Cronaca / Como città
Mercoledì 01 Aprile 2020
La tragedia delle residenze assistenziali
Coronavirus, qui si muore senza diagnosi
Nessun tampone né ricovero per chi sta male per i pazienti che accusano i sintomi della polmonite. Dodici i decessi sospetti negli ultimi giorni alle Camelie
Como
C’è allarme nelle case di riposo della provincia per l’incremento dei casi di contagio. Alle Camelie, in città, si contano già 12 morti con sintomatologia sospetta. Non vengono eseguiti i tamponi, non vengono ricoverati gli ammalati.
In un clima di crescente incertezza e di difficoltà - specie a livello di comunicazione - i parenti degli anziani ricoverati rincorrono le notizie spesso prive di fondamento di ospiti e di operatori positivi.

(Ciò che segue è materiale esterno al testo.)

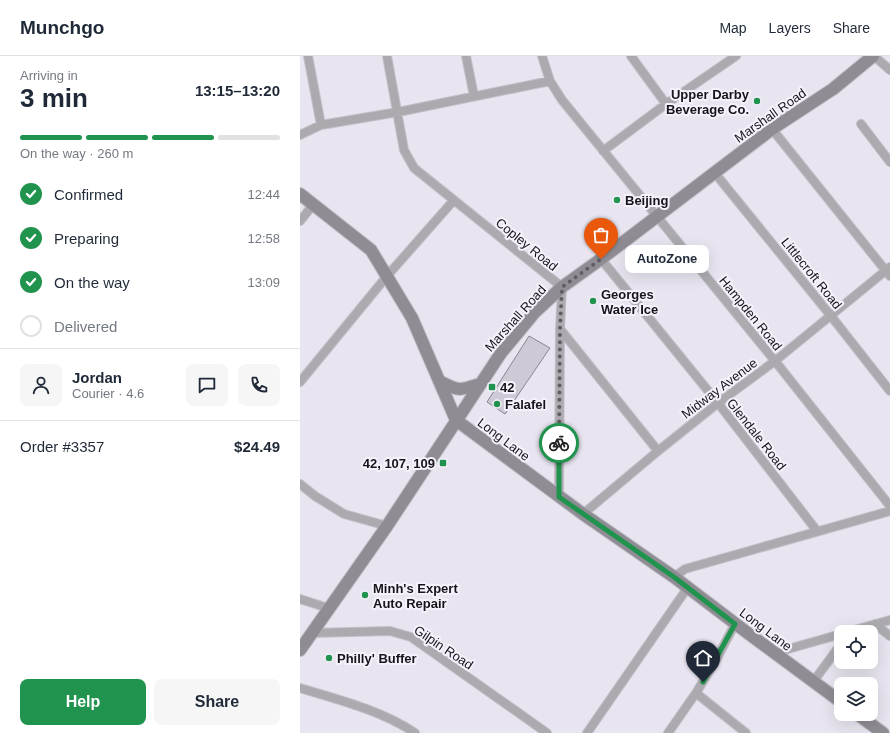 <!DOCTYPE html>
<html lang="en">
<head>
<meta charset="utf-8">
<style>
  :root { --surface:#fff; --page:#f6f6f7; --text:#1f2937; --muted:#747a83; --line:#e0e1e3; --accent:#20944f }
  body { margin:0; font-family:Arial,sans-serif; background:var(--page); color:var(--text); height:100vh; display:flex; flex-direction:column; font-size:15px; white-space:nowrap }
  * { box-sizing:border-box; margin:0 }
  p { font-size:13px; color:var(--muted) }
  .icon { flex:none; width:22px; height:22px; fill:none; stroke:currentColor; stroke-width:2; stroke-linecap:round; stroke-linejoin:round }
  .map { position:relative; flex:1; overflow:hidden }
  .side { display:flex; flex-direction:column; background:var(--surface); width:300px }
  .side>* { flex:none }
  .fabs { position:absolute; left:534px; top:569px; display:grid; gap:8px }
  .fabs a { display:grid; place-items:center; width:44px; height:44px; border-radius:8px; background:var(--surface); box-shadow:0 4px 16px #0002; font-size:20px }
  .pin { position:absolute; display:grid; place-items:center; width:34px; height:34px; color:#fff; margin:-41px -17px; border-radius:50% 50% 50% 0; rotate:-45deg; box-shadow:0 0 4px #0007 }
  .pin .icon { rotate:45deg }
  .courier { position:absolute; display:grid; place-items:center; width:40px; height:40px; margin:-20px; border:3px solid #20944f; border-radius:50%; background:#fff; color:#222; box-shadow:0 1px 5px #0007 }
  .bubble { position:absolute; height:28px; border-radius:8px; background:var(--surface); box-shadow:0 4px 16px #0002; font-size:13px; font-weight:800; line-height:28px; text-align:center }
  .overview em { font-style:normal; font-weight:800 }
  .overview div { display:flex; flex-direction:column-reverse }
  .overview { display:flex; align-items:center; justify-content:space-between; height:68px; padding:0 20px }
  h1 { font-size:26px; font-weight:800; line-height:30px }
  .bar { display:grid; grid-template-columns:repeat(4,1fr); gap:6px 4px; align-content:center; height:48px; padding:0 20px }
  .bar i { height:5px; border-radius:3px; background:var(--line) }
  .bar .on { background:var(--accent) }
  .bar p { grid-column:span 4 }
  .line { display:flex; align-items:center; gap:10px; padding:0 20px; border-top:1px solid var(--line) }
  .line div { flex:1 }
  .round { display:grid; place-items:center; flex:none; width:42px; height:42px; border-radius:8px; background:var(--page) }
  ol { padding:0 20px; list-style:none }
  li { display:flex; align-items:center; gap:12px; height:44px }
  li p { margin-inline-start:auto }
  li .icon { padding:4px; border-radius:50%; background:var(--accent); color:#fff; stroke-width:4 }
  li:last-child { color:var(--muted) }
  li i { width:22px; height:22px; border:2px solid var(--line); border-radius:50% }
  .action { display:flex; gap:8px; margin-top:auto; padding:8px 20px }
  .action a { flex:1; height:46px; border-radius:8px; background:var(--accent); color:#fff; font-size:16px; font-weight:800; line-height:46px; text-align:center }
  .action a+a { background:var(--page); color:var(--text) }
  header { display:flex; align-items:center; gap:24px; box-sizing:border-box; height:56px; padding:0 20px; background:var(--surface); border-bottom:1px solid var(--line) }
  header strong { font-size:19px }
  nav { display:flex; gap:22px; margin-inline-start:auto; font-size:14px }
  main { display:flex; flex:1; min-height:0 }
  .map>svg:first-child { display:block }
  .building { fill:#cecad5; stroke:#898690 }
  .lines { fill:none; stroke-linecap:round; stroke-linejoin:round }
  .street-casing { stroke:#c2c0c9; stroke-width:10 }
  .secondary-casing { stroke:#c2c0c9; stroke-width:14 }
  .street { stroke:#acaaaf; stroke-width:8 }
  .secondary { stroke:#8f8c93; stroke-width:12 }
  .done { stroke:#605e64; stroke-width:4; stroke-dasharray:0 7.2 }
  .route { stroke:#20944f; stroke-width:5 }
  .poi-dot { fill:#20944f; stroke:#f6f2fd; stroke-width:1.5 }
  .labels { text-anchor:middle; stroke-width:4; stroke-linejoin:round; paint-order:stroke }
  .poi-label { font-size:13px; font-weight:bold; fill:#171519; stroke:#f6f2fd; text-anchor:start }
  .street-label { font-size:13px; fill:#171519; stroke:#f6f2fd }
</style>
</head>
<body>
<header>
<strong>Munchgo</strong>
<nav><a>Map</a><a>Layers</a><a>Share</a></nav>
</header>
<main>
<section class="side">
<div class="overview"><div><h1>3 min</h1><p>Arriving in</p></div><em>13:15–13:20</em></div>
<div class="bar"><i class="on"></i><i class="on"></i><i class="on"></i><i></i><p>On the way · 260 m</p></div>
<ol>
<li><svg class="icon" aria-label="check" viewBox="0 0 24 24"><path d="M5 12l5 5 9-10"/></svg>Confirmed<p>12:44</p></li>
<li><svg class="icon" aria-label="check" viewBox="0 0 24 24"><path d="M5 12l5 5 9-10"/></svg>Preparing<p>12:58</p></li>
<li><svg class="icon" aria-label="check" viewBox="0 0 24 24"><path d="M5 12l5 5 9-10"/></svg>On the way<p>13:09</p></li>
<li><i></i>Delivered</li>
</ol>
<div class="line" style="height:72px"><a class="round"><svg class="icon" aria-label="person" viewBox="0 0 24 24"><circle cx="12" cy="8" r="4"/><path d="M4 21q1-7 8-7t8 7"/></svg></a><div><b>Jordan</b><p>Courier · 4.6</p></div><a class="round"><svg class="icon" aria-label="chat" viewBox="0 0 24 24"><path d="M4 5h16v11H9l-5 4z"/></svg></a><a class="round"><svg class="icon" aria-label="phone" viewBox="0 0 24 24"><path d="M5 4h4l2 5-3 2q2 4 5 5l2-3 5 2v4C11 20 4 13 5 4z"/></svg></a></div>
<div class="line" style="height:52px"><div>Order #3357</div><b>$24.49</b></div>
<div class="action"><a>Help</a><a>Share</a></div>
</section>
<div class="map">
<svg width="590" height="677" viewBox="0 0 590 677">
  <rect width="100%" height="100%" fill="#e8e5f0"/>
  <path class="building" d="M229,280L250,292L205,358L187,346Z"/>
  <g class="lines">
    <g class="street-casing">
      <path id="street" d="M8,0L21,69
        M87,0L104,94L114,112L262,231L260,273L259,441
        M166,0L174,40
        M242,0L250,25L262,44L475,305L590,450
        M331,0L366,48
        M574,0L590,14
        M561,68L590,106
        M472,73L590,220
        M0,79L21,69L98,56L250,25
        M303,95L366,48L436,0
        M414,116L531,260L590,335
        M0,165L13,149
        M301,203L418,347L517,475
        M260,273L358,395
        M0,326L87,220L154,144
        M0,428L15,440L44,458L87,470
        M283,458L358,395L418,347L475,305L590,211
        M374,521L385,513L590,455
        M0,543L28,552
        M575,568L590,580
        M547,576L590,564
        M12,577L90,575L111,581L247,677
        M474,597L541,578
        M513,626L541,588
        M0,632C39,644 81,654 115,677
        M396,637L446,677
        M287,677L388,531
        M368,677L396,637L416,604L435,568"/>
    </g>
    <g class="secondary-casing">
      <path id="secondary" d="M0,138L71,194L112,262L156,364L283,458L374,521L445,575L541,646
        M139,325C159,335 158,335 180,328
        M0,594L87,470L201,297L235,256L262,231L301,203L472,73L533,33L573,0
        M557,658L583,677"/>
    </g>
    <use href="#street" class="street"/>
    <use href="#secondary" class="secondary"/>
  </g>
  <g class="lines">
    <path class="done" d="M259,387L260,273L262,231L301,203"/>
    <path class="route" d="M259,387V441L374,521L435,568L403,626"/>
  </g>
  <g class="poi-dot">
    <circle cx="457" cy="45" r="4"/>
    <circle cx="317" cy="144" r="4"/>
    <circle cx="293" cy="245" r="4"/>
    <rect x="188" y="327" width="8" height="8" rx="2"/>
    <circle cx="197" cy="348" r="4"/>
    <rect x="139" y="403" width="8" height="8" rx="2"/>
    <circle cx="65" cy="539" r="4"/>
    <circle cx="29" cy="602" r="4"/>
  </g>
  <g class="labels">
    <g class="poi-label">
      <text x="449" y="43" text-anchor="end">Upper Darby<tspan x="449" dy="15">Beverage Co.</tspan></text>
      <text x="325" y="149">Beijing</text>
      <text x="301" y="243">Georges<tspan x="301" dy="15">Water Ice</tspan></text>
      <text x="200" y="336">42</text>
      <text x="205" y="353">Falafel</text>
      <text x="135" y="412" text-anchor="end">42, 107, 109</text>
      <text x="73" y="537">Minh's Expert<tspan x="73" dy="15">Auto Repair</tspan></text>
      <text x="37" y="607">Philly' Buffer</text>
    </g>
    <g class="street-label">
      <text transform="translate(470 59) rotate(-35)" y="5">Marshall Road</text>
      <text transform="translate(227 188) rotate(39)" y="5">Copley Road</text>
      <text transform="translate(512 217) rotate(51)" y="5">Littlecroft Road</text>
      <text transform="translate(451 257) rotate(51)" y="5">Hampden Road</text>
      <text transform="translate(215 262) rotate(-48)" y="5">Marshall Road</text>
      <text transform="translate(419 332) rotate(-37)" y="5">Midway Avenue</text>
      <text transform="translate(457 378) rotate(52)" y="5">Glendale Road</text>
      <text transform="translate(204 383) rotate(37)" y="5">Long Lane</text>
      <text transform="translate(466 573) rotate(37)" y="5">Long Lane</text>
      <text transform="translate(144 591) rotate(34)" y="5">Gilpin Road</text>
    </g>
  </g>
</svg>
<div class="fabs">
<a><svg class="icon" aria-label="locate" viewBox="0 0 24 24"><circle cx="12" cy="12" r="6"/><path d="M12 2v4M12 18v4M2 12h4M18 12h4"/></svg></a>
<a><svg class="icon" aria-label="layers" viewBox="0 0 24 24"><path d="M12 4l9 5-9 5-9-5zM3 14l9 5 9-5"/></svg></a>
</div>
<div class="pin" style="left:301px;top:203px;background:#ea580c"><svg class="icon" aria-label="bag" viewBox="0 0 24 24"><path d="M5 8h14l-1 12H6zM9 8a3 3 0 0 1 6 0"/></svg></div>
<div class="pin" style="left:403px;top:626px;background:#1f2937"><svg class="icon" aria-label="home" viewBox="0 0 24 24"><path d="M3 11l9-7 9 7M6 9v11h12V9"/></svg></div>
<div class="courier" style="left:259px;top:387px"><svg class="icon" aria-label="bike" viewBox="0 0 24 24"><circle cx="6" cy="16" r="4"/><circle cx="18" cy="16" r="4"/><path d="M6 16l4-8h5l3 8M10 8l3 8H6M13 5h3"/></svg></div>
<div class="bubble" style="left:325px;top:189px;width:84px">AutoZone</div>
</div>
</main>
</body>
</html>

«L’unico caso accertato di coronavirus nelle nostre strutture si è verificato a metà mese – spiega Gianmarco Beccalli, presidente della Ca’ d’Industria - e si è verificato proprio alle Camelie. Quella persona, purtroppo poi deceduta, è stata la sola ad essere ricoverata in ospedale ed è stata l’unica ad aver ricevuto la verifica del tampone. In questa fase le autorità sanitarie non dispongono più ricoveri e non effettuano più tamponi nelle Rsa. Dunque è impossibile sapere con certezza la natura della malattia, se si tratta o meno di coronavirus. Purtroppo però è vero che abbiamo ospiti con sintomi febbrili e di recente abbiamo contato dodici decessi. Si tratta però anche di anziani con patologie importanti e pregresse».
Il bacino degli ospiti alla Camelie è attualmente di circa 120 ospiti. Nelle strutture di Rebbio e di via Brambilla sempre facenti parte della Ca’ d’Industria il quadro è meno drammatico, la direzione riferisce che per fortuna non ci sono emergenze tanto spinose. «Noi comunque abbiamo messo in atto tutte le procedure del caso – dice ancora Beccalli – per isolare i casi sintomatici, per difendere i nostri ospiti. Adesso speriamo che grazie all’impegno di Ats sia possibile fare i tamponi. Dobbiamo dire un enorme grazie ai nostri operatori sanitari. Ai tanti che, a Villa Celesia, volontariamente hanno deciso di restare dentro le Rsa a dormire e a vivere prestandosi a turni anche molto lunghi. Pur di non abbandonare le persone fragili e sole che hanno un gran bisogno di aiuto. Sono professionisti che non lo fanno certo per soldi, per loro è una missione».